Por eso la pregunta no es por qué nos mienten, sino por qué, aun sabiendo que mienten, elegimos creerles. La respuesta no es moral: es estructural. Creer es una forma de sostener sentido en un mundo que se desarma. Creer en un líder, en una consigna, en un enemigo, es una manera de restituir el orden simbólico cuando todo lo demás se ha vuelto incierto. En ese gesto se confirma que la política ya no se juega sólo en el terreno de las ideas, sino en el de los afectos.
Frente a esta realidad, la tarea no es “recuperar la racionalidad” del debate público —fantasma ilustrado que solo beneficia a quienes administran la razón como propiedad privada—, sino repolitizar el deseo. Reapropiarnos del lenguaje de los afectos para construir otros modos de sentir en común. Volver a vincular la política con la ternura, con la rabia justa, con la esperanza no ingenua.

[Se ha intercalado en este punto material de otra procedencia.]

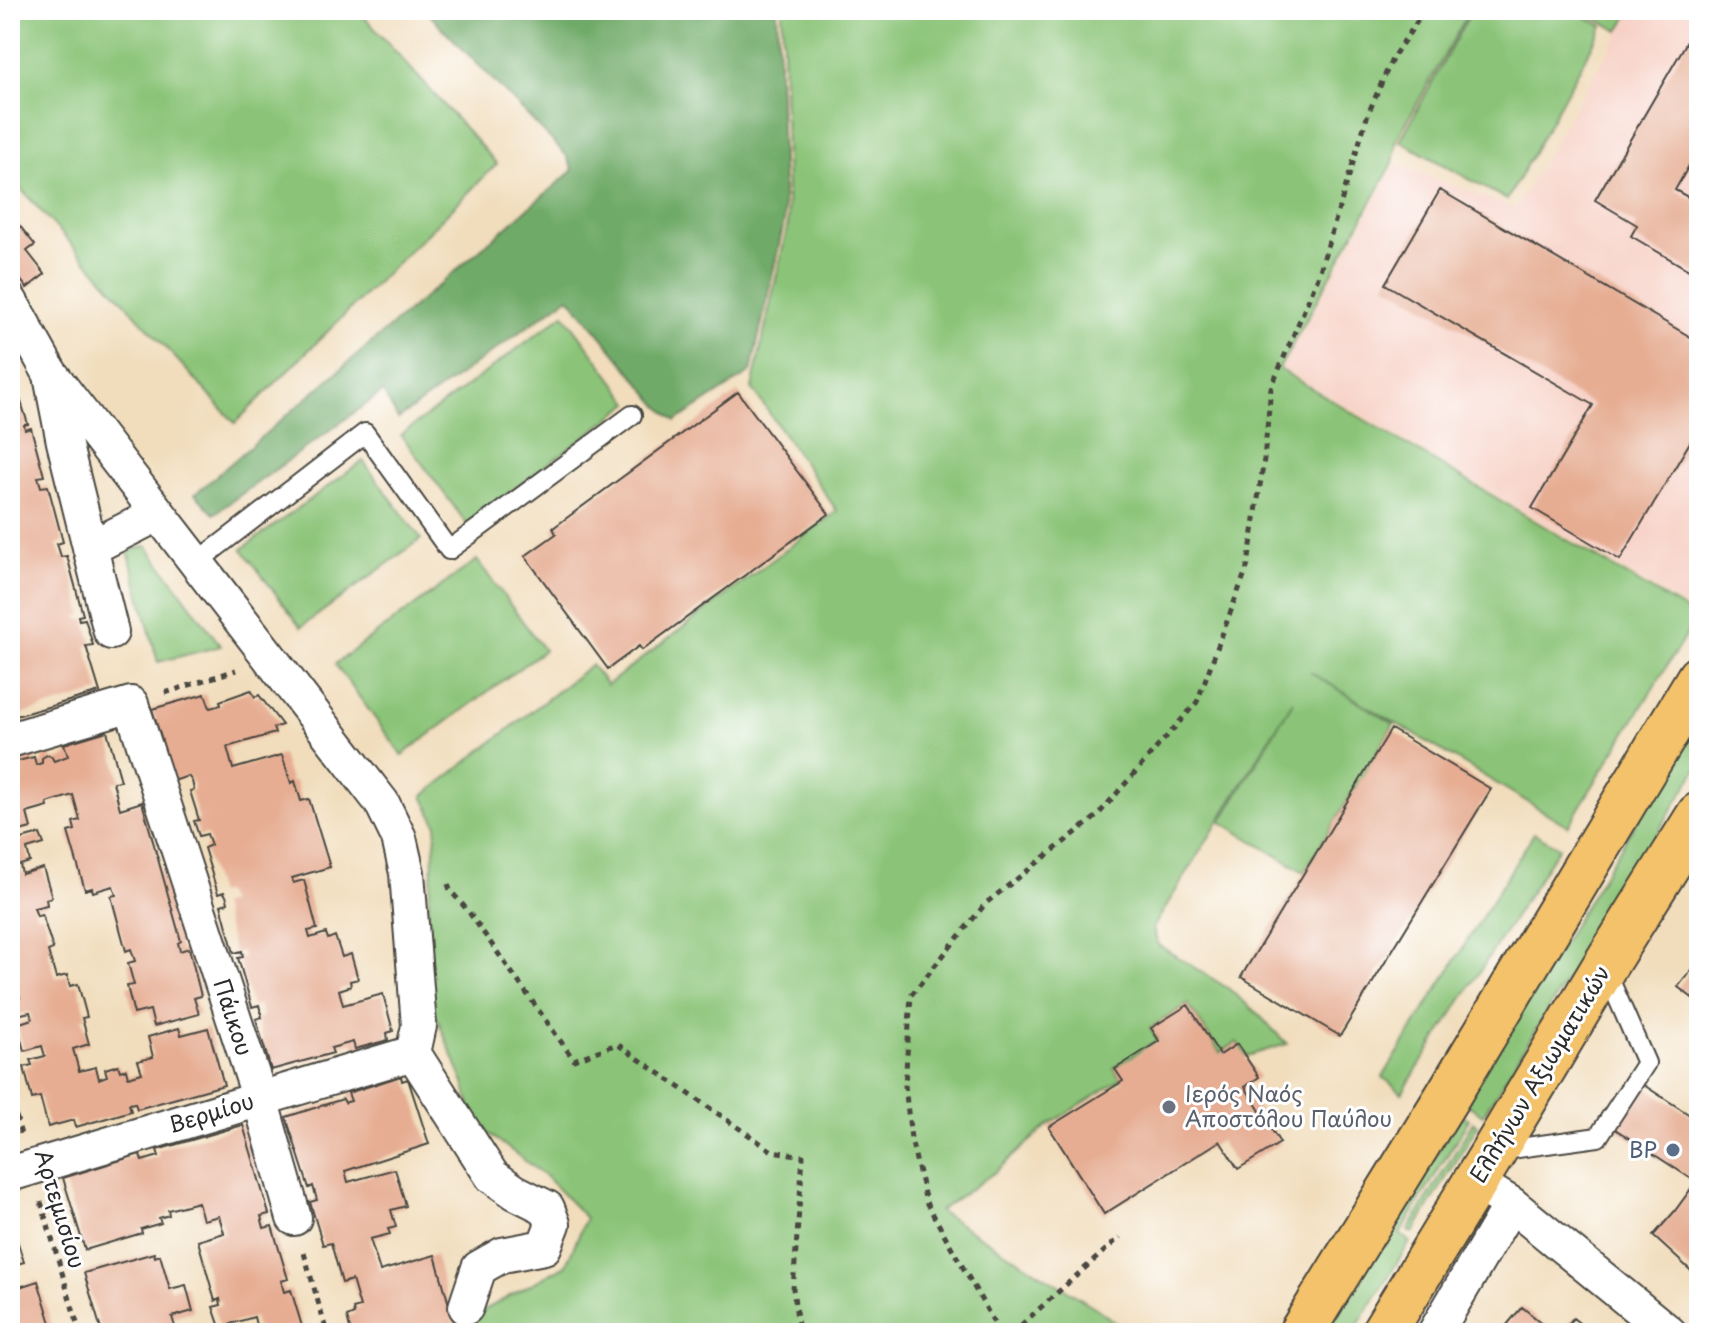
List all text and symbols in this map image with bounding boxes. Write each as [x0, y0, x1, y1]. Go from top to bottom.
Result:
street label: Ελλήνων Αξιωματικών [1461, 958, 1617, 1188]
street label: Πάικου [206, 974, 262, 1060]
place label: Ιερός Ναός Αποστόλου Παύλου [1185, 1076, 1392, 1134]
street label: Βερμίου [164, 1083, 258, 1140]
marker: Ιερός Ναός Αποστόλου Παύλου [1160, 1098, 1178, 1116]
place label: BP [1629, 1132, 1657, 1165]
marker: BP [1664, 1141, 1682, 1159]
street label: Αρτεμισίου [28, 1145, 95, 1272]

Eso exige pensar una ética del deseo que no se confunda con la euforia ni con el consumo emocional. Como sugiere Deleuze, desear no es querer algo, es producir mundo. Es abrir espacio a lo posible. Repolitizar el deseo significa volver a sentir la democracia como una experiencia compartida, no como un trámite. Volver a pensar el voto no como un gesto de delegación, sino como una práctica mínima de cuidado colectivo.
Porque la democracia no muere de un golpe, se vacía lentamente, del mismo modo en que se extingue una llama: cuando dejamos de alimentarla. No se derrumba: se desvanece en la indiferencia. Y frente a esa erosión lenta, quizás lo urgente no sea “defender” la democracia, sino reencantarla. Volver a hacerla deseable.
Como toda forma de vida, la democracia no sobrevive sólo por sus instituciones, sino por los mitos que la sostienen. Y esos mitos hoy están rotos. Necesitamos nuevos rituales de lo común, nuevas ficciones del nosotros, nuevos imaginarios que vuelvan a hacer del vínculo político algo habitable. No se trata de volver al consenso, sino de reinventar el conflicto como espacio de creación colectiva.
El desafío no es vencer la apatía, sino entenderla como síntoma. No es que el pueblo haya dejado de sentir; es que el poder le robó la posibilidad de desear otra cosa. Y recuperar esa posibilidad —ese pequeño temblor que todavía insiste en cada gesto de resistencia— es, quizás, la forma más radical de volver a hacer política.